[Exercise goal]
Produce a verbatim transcription of all records.

Task inputs below:

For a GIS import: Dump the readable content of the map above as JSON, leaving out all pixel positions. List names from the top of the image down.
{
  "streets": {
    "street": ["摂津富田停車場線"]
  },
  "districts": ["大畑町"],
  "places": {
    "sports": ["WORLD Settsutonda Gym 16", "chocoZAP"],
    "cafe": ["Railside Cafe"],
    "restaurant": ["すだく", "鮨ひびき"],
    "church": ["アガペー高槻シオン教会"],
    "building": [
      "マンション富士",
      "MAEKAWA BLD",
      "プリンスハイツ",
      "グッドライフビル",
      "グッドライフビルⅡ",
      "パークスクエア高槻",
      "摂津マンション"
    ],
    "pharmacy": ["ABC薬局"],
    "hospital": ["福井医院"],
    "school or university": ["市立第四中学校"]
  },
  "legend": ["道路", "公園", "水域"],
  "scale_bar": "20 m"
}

End of Task inputs.

[Response to the task]
For a GIS import: Dump the readable content of the map above as JSON, leaving out all pixel positions. List names from the top of the image down.
{
  "streets": {
    "street": ["摂津富田停車場線"]
  },
  "districts": ["大畑町"],
  "places": {
    "sports": ["WORLD Settsutonda Gym 16", "chocoZAP"],
    "cafe": ["Railside Cafe"],
    "restaurant": ["すだく", "鮨ひびき"],
    "church": ["アガペー高槻シオン教会"],
    "building": [
      "マンション富士",
      "MAEKAWA BLD",
      "プリンスハイツ",
      "グッドライフビル",
      "グッドライフビルⅡ",
      "パークスクエア高槻",
      "摂津マンション"
    ],
    "pharmacy": ["ABC薬局"],
    "hospital": ["福井医院"],
    "school or university": ["市立第四中学校"]
  },
  "legend": ["道路", "公園", "水域"],
  "scale_bar": "20 m"
}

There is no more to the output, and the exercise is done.